Though cyclingnews.com picked up the story yesterday evening, the news was in play in the Belgian and Dutch media much earlier in the day. In fact, Sportwereld posted this story early yesterday, then pulled it in favor of one with fewer details, and has now reposted it. In it, Johan Bruyneel reflects that he's still had no communication from the sponsors, though he seems pretty comfortable with that, promising that the team, whatever it may be called, will be at the Tour start in Monaco. He's so comfortable, in fact, it's almost as if he has a Plan B, eh?
Now here's the question: was Astana just waiting for this announcement before they decided whether to pay up or not? Had CAS cleared Vinokourov to ride ahead of the Tour de France start, there's a chance the money could have arrived, with one very, very hefty string attached.
CAS didn't award Vino his two-week reprieve, however, so he remains sidelined until a nice, safe July 24 (leaving Tour Poobah Christian Prudhomme free to breathe a giant sigh of relief). So now I suppose we'll never know if the Kazakhs might have been able to pass the hat for a cool 6 million to put Vinokourov directly back in the thick of things, or how Bruyneel would have reacted to the sort of strong arm tactics that the Kazakhs would have likely employed to ensure Vino his return. Compared to the oft-referenced, seldom named "cycling mafia," I'm betting the Kazakhs play just a little bit harder when the chips are down.

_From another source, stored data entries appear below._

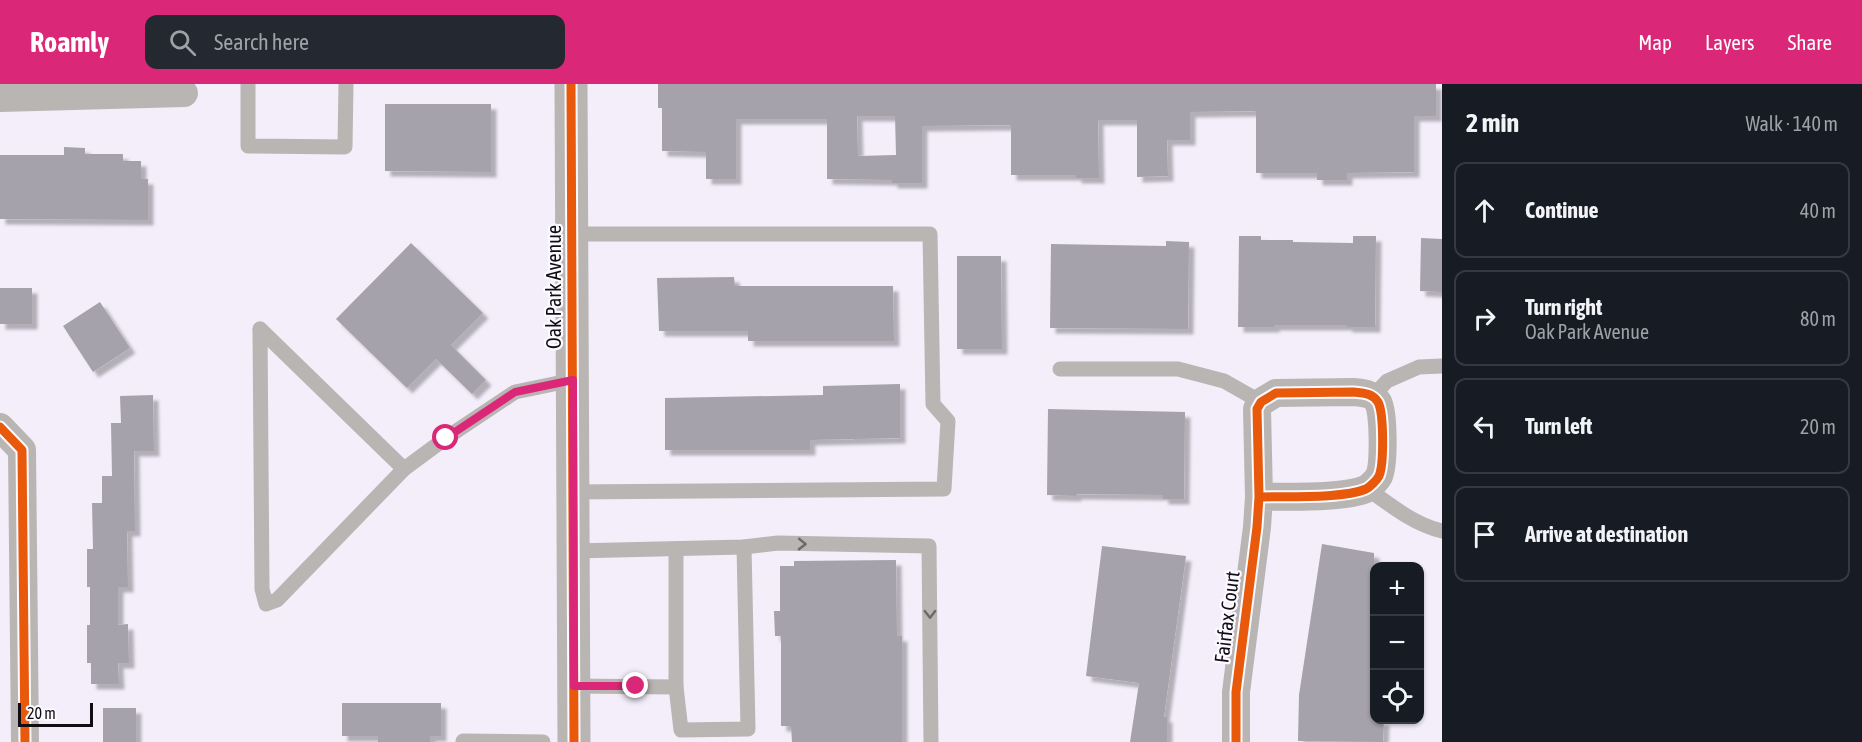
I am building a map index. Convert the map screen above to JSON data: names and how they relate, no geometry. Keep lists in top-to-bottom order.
{
  "streets": {
    "street": ["Oak Park Avenue", "Fairfax Court"]
  },
  "scale_bar": "20 m",
  "page": {
    "header": "Roamly",
    "search": "Search here",
    "nav": ["Map", "Layers", "Share"],
    "heading": ["2 min", "Walk · 140 m"],
    "list": [
      ["Continue", "40 m"],
      ["Turn right", "Oak Park Avenue", "80 m"],
      ["Turn left", "20 m"],
      "Arrive at destination"
    ],
    "map_buttons": ["+", "−"],
    "scale": "20 m"
  }
}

Now all that remains to be seen is if Astana will cough up the cash to watch some Spano-Germano-Americano quadruple threat play hero on its dime, especially now that management has benched Kazakhstan's best-performing local boy, Assan Bazayev. According to the Sportwereld article, chances of receiving that check are looking pretty slim, and I'm guessing that fits pretty well into a well-developed Plan B for the team.

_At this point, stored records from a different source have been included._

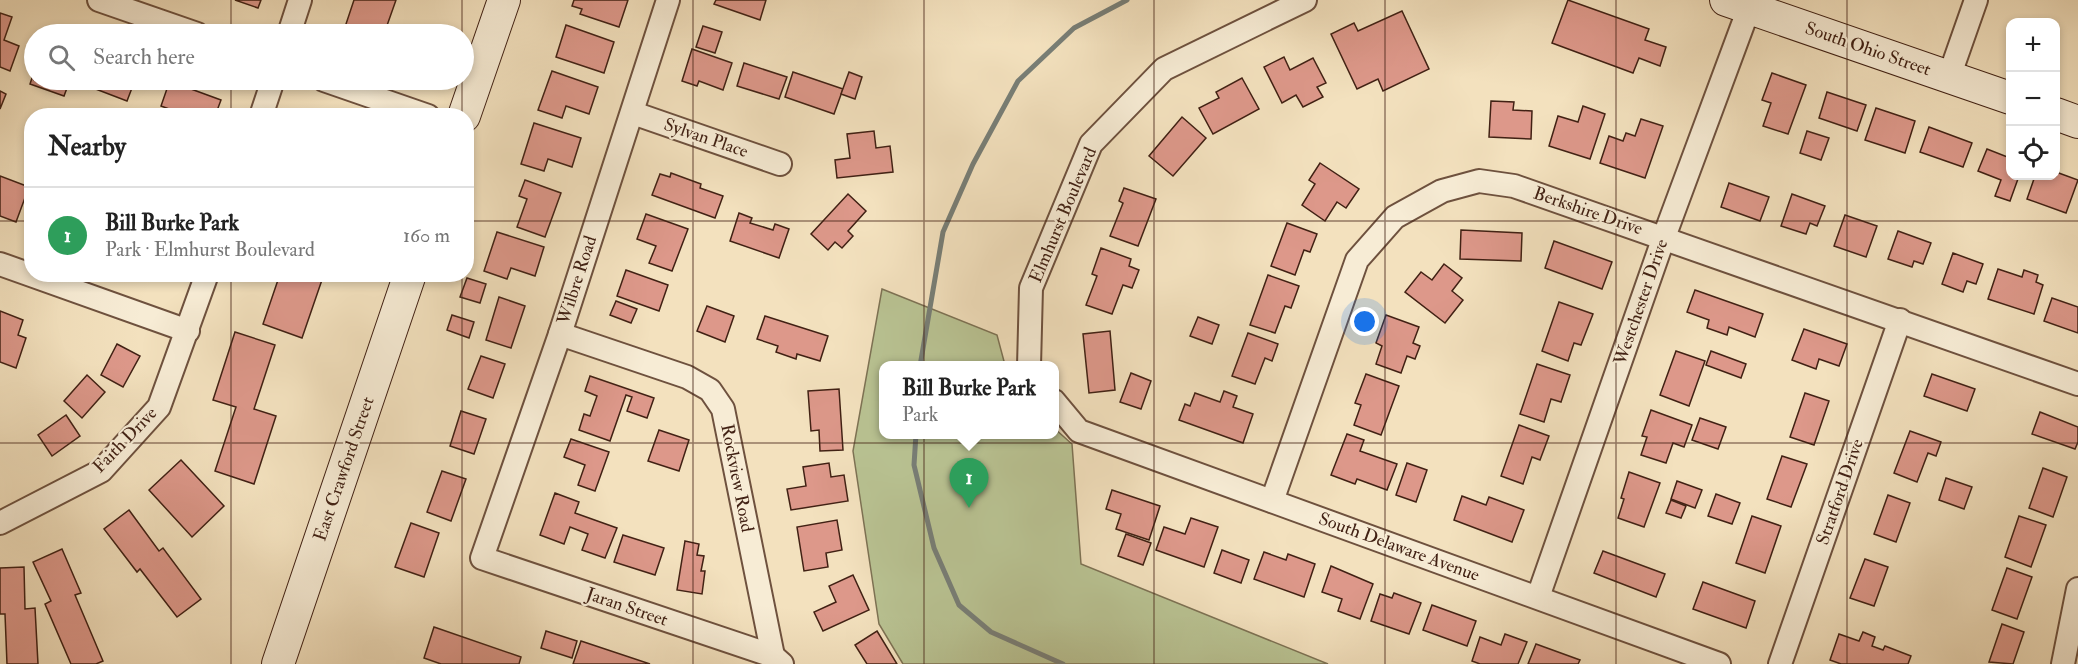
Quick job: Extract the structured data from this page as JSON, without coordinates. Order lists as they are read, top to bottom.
{
  "streets": {
    "street": [
      "South Ohio Street",
      "Sylvan Place",
      "Berkshire Drive",
      "Elmhurst Boulevard",
      "Wilbre Road",
      "Westchester Drive",
      "Faith Drive",
      "East Crawford Street",
      "Rockview Road",
      "Stratford Drive",
      "South Delaware Avenue",
      "Jaran Street"
    ]
  },
  "crossings": [
    ["South Ohio Street", "Westchester Drive"],
    ["Sylvan Place", "Wilbre Road"],
    ["Berkshire Drive", "Westchester Drive"],
    ["Berkshire Drive", "Stratford Drive"],
    ["Berkshire Drive", "South Delaware Avenue"],
    ["Wilbre Road", "Rockview Road"],
    ["Wilbre Road", "Jaran Street"],
    ["Westchester Drive", "South Delaware Avenue"],
    ["Rockview Road", "Jaran Street"]
  ],
  "page": {
    "map_buttons": ["+", "−"],
    "search": "Search here",
    "heading": "Nearby",
    "list": [
      {
        "mark": "1",
        "name": "Bill Burke Park",
        "note": "Park · Elmhurst Boulevard",
        "value": "160 m"
      }
    ],
    "popup": ["Bill Burke Park", "Park"],
    "pins": "1"
  }
}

UPDATE, June 17 a.m.: Though there's no official release available from the UCI yet, cyclingnews.com reports that Astana (the team) did not receive any payment from the Kazakh federation by yesterday's deadline. Apparently, the Kazakhs may try again today, but not if they follow the advice of their lawyers and their negotiator, former Dutch pro Rini Wagtmans, who feel that the UCI doesn't have the authority to ask for the extra guarantee. They may be right, but not having the authority has never stopped the UCI before, so it may not matter very much in the end. In the CN article, Wagtmans weaves a few theories about how the process may go down, but I'll be damned if I can make heads or tails of what he's envisioning. Bad translation, maybe? Also, Joe Lindsey takes his own look at the situation and provides some basic background here.
Coincidentally, Wagtmans' former teammate, Eddy Merckx, has a birthday today.